In dieser Folge haben kommt ein Hörer dieses Podcasts zu Wort. Jürgen erzählt seine Familiengeschichte und der Psychotherapeut Peter Pogany-Wnendt ordnet diese Geschichte ein. Jürgen hat eine interessante Familiengeschichte und sowohl jüdische Wurzeln wie auch Vorfahren, die überzeugte Nazis waren. Peter Pogany-Wnendt ist selbst Kind verfolgter ungarischer Juden.

Inhalt

Was haben meine Eltern, Großeltern, Onkel und Tanten in der NS-Zeit gemacht? Das Interesse an dieser Frage lässt nicht nach und steigt in der Kinder- und Enkelgeneration im Moment wieder an. Sie spüren: Da ist was nicht erledigt. Der Podcast "gestern ist jetzt" begleitet diese Menschen: Solche, die sich auf die Suche machen und gemacht haben, um mehr über ihre Großeltern zu erfahren – und solche, die sich institutionell mit dem Thema beschäftigen, um die Gespräche einzuordnen und Suchenden von ihrer Arbeit zu berichten und Tipps zu geben, wie man die Recherche und Aufarbeitung der eigenen Familiengeschichte am besten angeht.
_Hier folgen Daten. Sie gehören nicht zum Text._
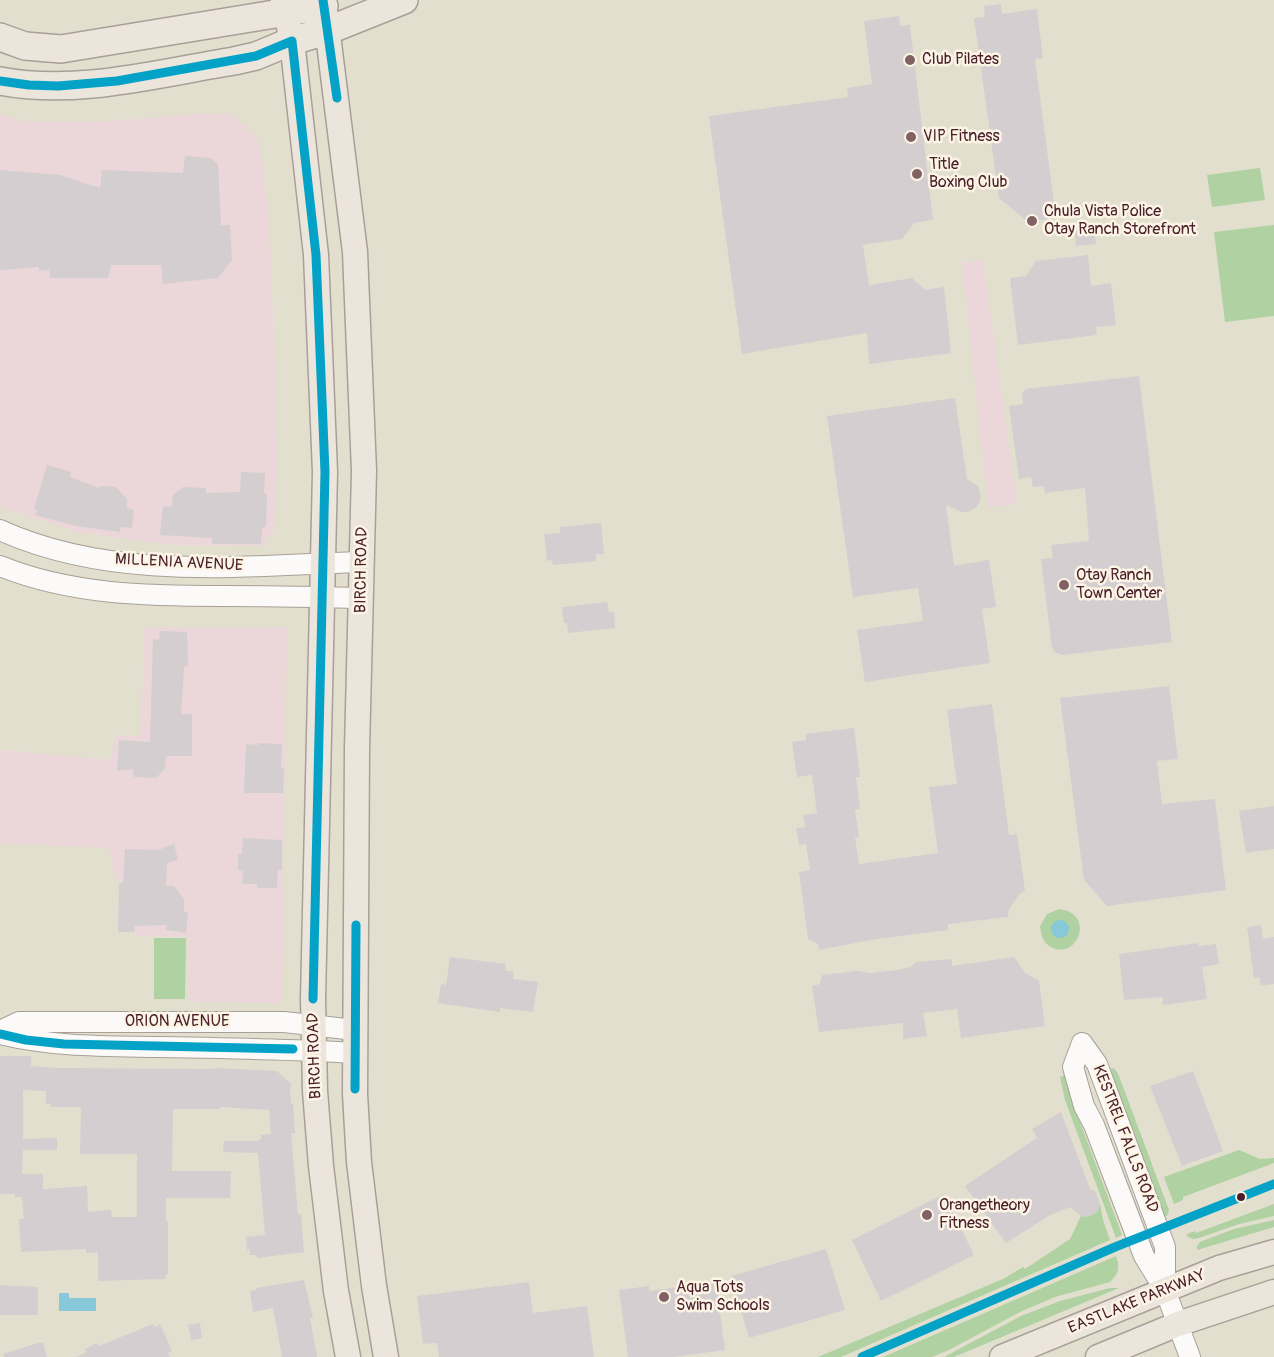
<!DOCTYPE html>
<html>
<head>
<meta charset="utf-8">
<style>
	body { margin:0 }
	canvas { display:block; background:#e3dfce }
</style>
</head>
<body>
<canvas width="1274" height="1357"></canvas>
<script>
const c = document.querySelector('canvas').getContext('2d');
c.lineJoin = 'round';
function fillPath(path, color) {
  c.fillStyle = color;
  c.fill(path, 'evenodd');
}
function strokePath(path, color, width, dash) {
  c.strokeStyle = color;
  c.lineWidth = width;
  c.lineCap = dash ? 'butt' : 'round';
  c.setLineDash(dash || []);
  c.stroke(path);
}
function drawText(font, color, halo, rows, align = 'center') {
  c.font = font + ' Pangolin,sans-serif';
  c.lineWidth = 5;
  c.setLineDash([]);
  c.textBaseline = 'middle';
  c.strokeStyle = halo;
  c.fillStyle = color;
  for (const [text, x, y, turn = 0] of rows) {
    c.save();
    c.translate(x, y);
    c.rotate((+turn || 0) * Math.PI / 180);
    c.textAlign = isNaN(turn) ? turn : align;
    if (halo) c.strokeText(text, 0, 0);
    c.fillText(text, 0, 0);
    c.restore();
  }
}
fillPath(new Path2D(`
	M 0,114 L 26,122 L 109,121 L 197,114 L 234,115 L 259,141 L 269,216 L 276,388 L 277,471 L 274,532 L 262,546 L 175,545 L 110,537 L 74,531 L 0,507 Z
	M 983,260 L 1017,504 L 988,508 L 962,262 Z
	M 287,627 L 282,1003 L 189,1002 L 190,937 L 136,936 L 137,882 L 116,880 L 109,848 L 0,843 L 0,750 L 110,760 L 116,735 L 141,736 L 144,628 Z`), '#ebd7da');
fillPath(new Path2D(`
	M 1260,168 L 1265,200 L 1212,207 L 1207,175 Z
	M 1274,225 L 1274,316 L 1225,322 L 1214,232 Z
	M 1059,909 C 1096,913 1078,961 1051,947 C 1043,943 1041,935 1040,926 L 1047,914 Z
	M 154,938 L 186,938 L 185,999 L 154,999 Z
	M 1111,1068 L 1115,1069 L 1119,1076 L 1169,1210 L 1167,1216 L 1163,1217 L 1112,1079 Z
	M 1065,1075 L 1070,1095 L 1122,1235 L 1116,1238 L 1065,1100 L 1060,1077 Z
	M 1239,1150 L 1260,1159 L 1274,1158 L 1274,1163 L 1183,1197 L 1183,1200 L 1174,1204 L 1164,1177 Z
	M 1100,1204 L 1103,1220 L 1110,1240 L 841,1357 L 818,1357 L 1003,1279 L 1023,1267 L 1025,1269 L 1070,1239 L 1081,1216 L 1085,1217 L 1096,1213 Z
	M 1274,1204 L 1274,1216 L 1239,1224 L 1199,1238 L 1193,1239 L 1187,1236 L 1187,1234 L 1195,1231 L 1196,1233 Z
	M 1274,1220 L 1274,1227 L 1197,1250 L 1197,1246 L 1200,1242 L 1234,1229 Z
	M 1116,1256 C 1120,1267 1119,1274 1110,1282 L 1055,1297 L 1020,1312 L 949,1350 L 932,1357 L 883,1357 Z
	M 1110,1288 L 1119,1288 L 954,1357 L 944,1357 L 1021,1316 L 1060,1301 Z`), '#b0d1a1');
fillPath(new Path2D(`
	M1051 929a9 9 0 1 1 18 0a9 9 0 1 1-18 0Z
	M 59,1293 L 69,1293 L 69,1298 L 96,1298 L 96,1311 L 59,1311 Z`), '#87c9d8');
fillPath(new Path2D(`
	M 1001,4 L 1002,14 L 1037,9 L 1043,58 L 1035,59 L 1056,218 L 1028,222 L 999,198 L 974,18 L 985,17 L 984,6 Z
	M 899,16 L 900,26 L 910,25 L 933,220 L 914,223 L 902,239 L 863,245 L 869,285 L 912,278 L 925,290 L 944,287 L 951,353 L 869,364 L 867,333 L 742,354 L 709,116 L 848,97 L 847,88 L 872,84 L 864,21 Z
	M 185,156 L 210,158 L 218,164 L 221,225 L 230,225 L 232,260 L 218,278 L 163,284 L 161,265 L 111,265 L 108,278 L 50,278 L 49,270 L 39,271 L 39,267 L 0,270 L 0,170 L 60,175 L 100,188 L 102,170 L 183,173 Z
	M 1094,225 L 1096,244 L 1076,246 L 1074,227 Z
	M 1088,255 L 1091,286 L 1111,283 L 1116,325 L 1096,327 L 1097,335 L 1018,345 L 1010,278 L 1026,276 L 1036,261 Z
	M 1139,376 L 1172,642 L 1063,655 L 1056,653 L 1052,648 L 1041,559 L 1053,558 L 1051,545 L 1089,541 L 1085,488 L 1045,493 L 1044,486 L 1033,487 L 1031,477 L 1019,479 L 1009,406 L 1023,404 L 1022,393 L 1026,389 Z
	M 955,398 L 967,479 L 978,486 L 981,497 L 977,507 L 968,512 L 962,512 L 946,505 L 954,566 L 989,560 L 996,607 L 982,609 L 990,663 L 865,682 L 857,630 L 923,621 L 918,588 L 853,597 L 827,416 Z
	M 47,465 L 71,472 L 70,477 L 99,488 L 100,486 L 116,487 L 127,499 L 127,508 L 134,510 L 132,528 L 121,527 L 120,532 L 76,526 L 35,515 L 38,509 L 34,509 Z
	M 241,472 L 265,473 L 264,493 L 267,494 L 266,526 L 262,528 L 261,544 L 212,544 L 212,538 L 160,535 L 163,506 L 172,507 L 173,495 L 183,487 L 206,488 L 206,493 L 240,492 Z
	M 601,523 L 604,554 L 596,554 L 596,561 L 553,565 L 552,560 L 547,561 L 544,534 L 560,533 L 560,527 Z
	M 607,602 L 609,612 L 614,612 L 615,628 L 568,633 L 567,623 L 564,623 L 562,607 Z
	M 160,631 L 187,632 L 188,666 L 184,667 L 181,714 L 192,714 L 192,756 L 166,756 L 165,769 L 156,778 L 134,777 L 133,769 L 117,771 L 119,740 L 150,742 L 153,639 L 159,640 Z
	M 1169,686 L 1178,759 L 1157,761 L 1162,804 L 1215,799 L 1226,890 L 1107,906 L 1084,880 L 1060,698 Z
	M 992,704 L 1009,835 L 1017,834 L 1025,890 L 1019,895 L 1009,909 L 1008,917 L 948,924 L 948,930 L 876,939 L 819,950 L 818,944 L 808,939 L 799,872 L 810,870 L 806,844 L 799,845 L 796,828 L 805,827 L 803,815 L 817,813 L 812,775 L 797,777 L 792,742 L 806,740 L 806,734 L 854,728 L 860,777 L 856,777 L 860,809 L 855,810 L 859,837 L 855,838 L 859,864 L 938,853 L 929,787 L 957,784 L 947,710 Z
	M 258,743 L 282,744 L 281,768 L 284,768 L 283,793 L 244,793 L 246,744 L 258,745 Z
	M 1274,806 L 1274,849 L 1246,853 L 1239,811 Z
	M 243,838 L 282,840 L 282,870 L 278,870 L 277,888 L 257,888 L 257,884 L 242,884 L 243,871 L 238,870 L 238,854 L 242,854 Z
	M 174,844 L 178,860 L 167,863 L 166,886 L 174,886 L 184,899 L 184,911 L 188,913 L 186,933 L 166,930 L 166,925 L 135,926 L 134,932 L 118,932 L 119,883 L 123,883 L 125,849 L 158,850 Z
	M 1261,925 L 1263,939 L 1274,937 L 1274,984 L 1261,986 L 1259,977 L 1254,978 L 1247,927 Z
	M 1198,943 L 1199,946 L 1216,944 L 1219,964 L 1202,967 L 1207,999 L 1163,1005 L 1163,997 L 1124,1000 L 1119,954 Z
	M 450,957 L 506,964 L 505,970 L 514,972 L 513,979 L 538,982 L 533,1012 L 500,1008 L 500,1012 L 438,1003 L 441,984 L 446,985 Z
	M 1014,957 L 1025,973 L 1039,981 L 1045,1026 L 961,1038 L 957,1009 L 923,1013 L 927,1036 L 903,1039 L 903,1023 L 819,1032 L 812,986 L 820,984 L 822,975 L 857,971 L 871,973 L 897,970 L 910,967 L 916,962 L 952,959 L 952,966 Z
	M 0,1056 L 31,1056 L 31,1066 L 57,1068 L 215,1069 L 215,1068 L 277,1071 L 292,1085 L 290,1087 L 291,1104 L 293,1104 L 295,1133 L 291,1133 L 297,1203 L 298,1214 L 301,1214 L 304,1252 L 257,1258 L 257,1255 L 250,1255 L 250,1249 L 247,1250 L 246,1237 L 265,1235 L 258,1153 L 223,1152 L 224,1141 L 257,1141 L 261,1139 L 261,1135 L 271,1134 L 269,1110 L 220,1107 L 220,1109 L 173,1109 L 172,1171 L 231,1171 L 230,1198 L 166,1198 L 166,1221 L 168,1221 L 168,1274 L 166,1274 L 165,1279 L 98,1281 L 98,1252 L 86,1253 L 86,1249 L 21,1252 L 19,1219 L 24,1219 L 22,1197 L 15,1197 L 15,1194 L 0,1194 ZM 23,1090 L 46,1091 L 46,1104 L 51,1104 L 51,1107 L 81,1107 L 80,1154 L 137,1154 L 137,1217 L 112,1217 L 111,1210 L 88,1212 L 87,1186 L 43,1189 L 43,1174 L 22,1174 L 23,1150 L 57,1150 L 57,1138 L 23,1139 Z
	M 1193,1071 L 1223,1151 L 1182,1166 L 1150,1086 Z
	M 1061,1112 L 1090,1189 L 1095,1191 L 1100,1204 L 1099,1209 L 1096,1213 L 1085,1217 L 1081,1216 L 1070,1207 L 1050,1215 L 1006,1243 L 965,1186 L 1037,1138 L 1032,1129 Z
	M 944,1194 L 974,1255 L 881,1301 L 852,1240 Z
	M 826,1249 L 845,1310 L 749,1338 L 731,1276 Z
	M 304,1280 L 313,1318 L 310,1318 L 317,1357 L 282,1357 L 273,1308 L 253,1312 L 250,1291 L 256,1290 L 256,1288 Z
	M 529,1282 L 533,1313 L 587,1306 L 594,1357 L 439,1357 L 437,1343 L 423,1344 L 417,1296 Z
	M 716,1282 L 725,1350 L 673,1357 L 628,1357 L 619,1290 L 649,1286 L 649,1291 Z
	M 0,1285 L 38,1287 L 38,1315 L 0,1315 Z
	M 200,1323 L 202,1338 L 191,1340 L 188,1325 Z
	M 153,1324 L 154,1327 L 160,1324 L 172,1351 L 168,1353 L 170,1357 L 76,1357 L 87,1352 L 85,1349 L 97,1343 L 99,1346 Z
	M 38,1343 L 43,1343 L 47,1357 L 4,1357 L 3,1354 Z`), '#d4ced0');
const minor = new Path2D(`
	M 0,530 C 112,581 242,566 362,562
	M 0,566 C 71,595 149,596 224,596 C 270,596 315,597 361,598
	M 0,1031 L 19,1022 L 284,1022 L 355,1030
	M 0,1034 C 52,1047 105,1046 159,1047 C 224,1048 289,1049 355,1053
	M 1082,1043 L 1073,1067 L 1084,1106 L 1094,1125 L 1144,1256 L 1165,1290 L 1190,1357
	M 1082,1043 L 1097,1064 L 1165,1247 L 1165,1290`);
const major = new Path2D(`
	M 283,0 L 292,41 L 316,255 L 325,472 L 313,999 L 315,1091 L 321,1166 L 336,1291 L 348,1357
	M 325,11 L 355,252 L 364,471 L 357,749 L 355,1094 L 359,1162 L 374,1286 L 386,1357
	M 1002,1357 L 1219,1268 L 1274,1252
	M 1098,1357 L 1178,1324 L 1274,1292`);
const highway = new Path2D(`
	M 0,37 L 25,46 L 61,49 L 324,6
	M 0,81 C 77,96 158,73 234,61 L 256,56 L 292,41 L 329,30 L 404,0`);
strokePath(minor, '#a8a098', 22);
strokePath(major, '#a8a098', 27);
strokePath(highway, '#a8a098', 30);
strokePath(minor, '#fbfaf8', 20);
strokePath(major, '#ece5dc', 24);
strokePath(highway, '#ece5dc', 27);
strokePath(new Path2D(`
	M 323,0 L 337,98
	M 0,81 L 29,85 L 58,86 L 117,81 L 256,56 L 292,41 L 316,255 L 325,472 L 313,999
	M 0,1034 L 26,1040 L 64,1044 L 293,1049
	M 355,1089 L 356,925
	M 862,1357 L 1115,1247 L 1274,1184`), '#04a2c6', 9);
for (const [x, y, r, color] of [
	[910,60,6,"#806264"],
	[911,137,6,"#806264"],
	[917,174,6,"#806264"],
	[1032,221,6,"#806264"],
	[1064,585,6,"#806264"],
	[1241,1197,5,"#4a1f2b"],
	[927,1215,6,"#806264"],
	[664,1297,6,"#806264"]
]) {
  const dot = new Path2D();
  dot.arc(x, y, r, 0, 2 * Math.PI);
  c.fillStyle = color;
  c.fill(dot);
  strokePath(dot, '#fcf5e5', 2);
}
drawText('16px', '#4a1f2b', '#fcf5e5', [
	["Club Pilates",922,60],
	["VIP Fitness",923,137],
	["Title",929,165],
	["Boxing Club",929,183],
	["Chula Vista Police",1044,212],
	["Otay Ranch Storefront",1044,230],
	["Otay Ranch",1076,576],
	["Town Center",1076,594],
	["Orangetheory",939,1206],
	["Fitness",939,1224],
	["Aqua Tots",676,1288],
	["Swim Schools",676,1306]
], 'left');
drawText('16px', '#4a1f2b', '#fcf5e5', [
	["MILLENIA AVENUE",179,563,3],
	["BIRCH ROAD",362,570,-89],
	["ORION AVENUE",177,1022],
	["BIRCH ROAD",315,1056,-92],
	["KESTREL FALLS ROAD",1125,1139,69],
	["EASTLAKE PARKWAY",1137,1302,-22]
]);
</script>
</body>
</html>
Historiker sollen ebenso zu Wort kommen wie Soziologinnen, Journalisten und Psychologen aber auch Mitarbeitende aus den unterschiedlichsten Archiven und mit dem Thema befasste Vereine. Externer Link: gestern ist jetzt erscheint ab Mitte September 2020 alle zwei bis vier Wochen.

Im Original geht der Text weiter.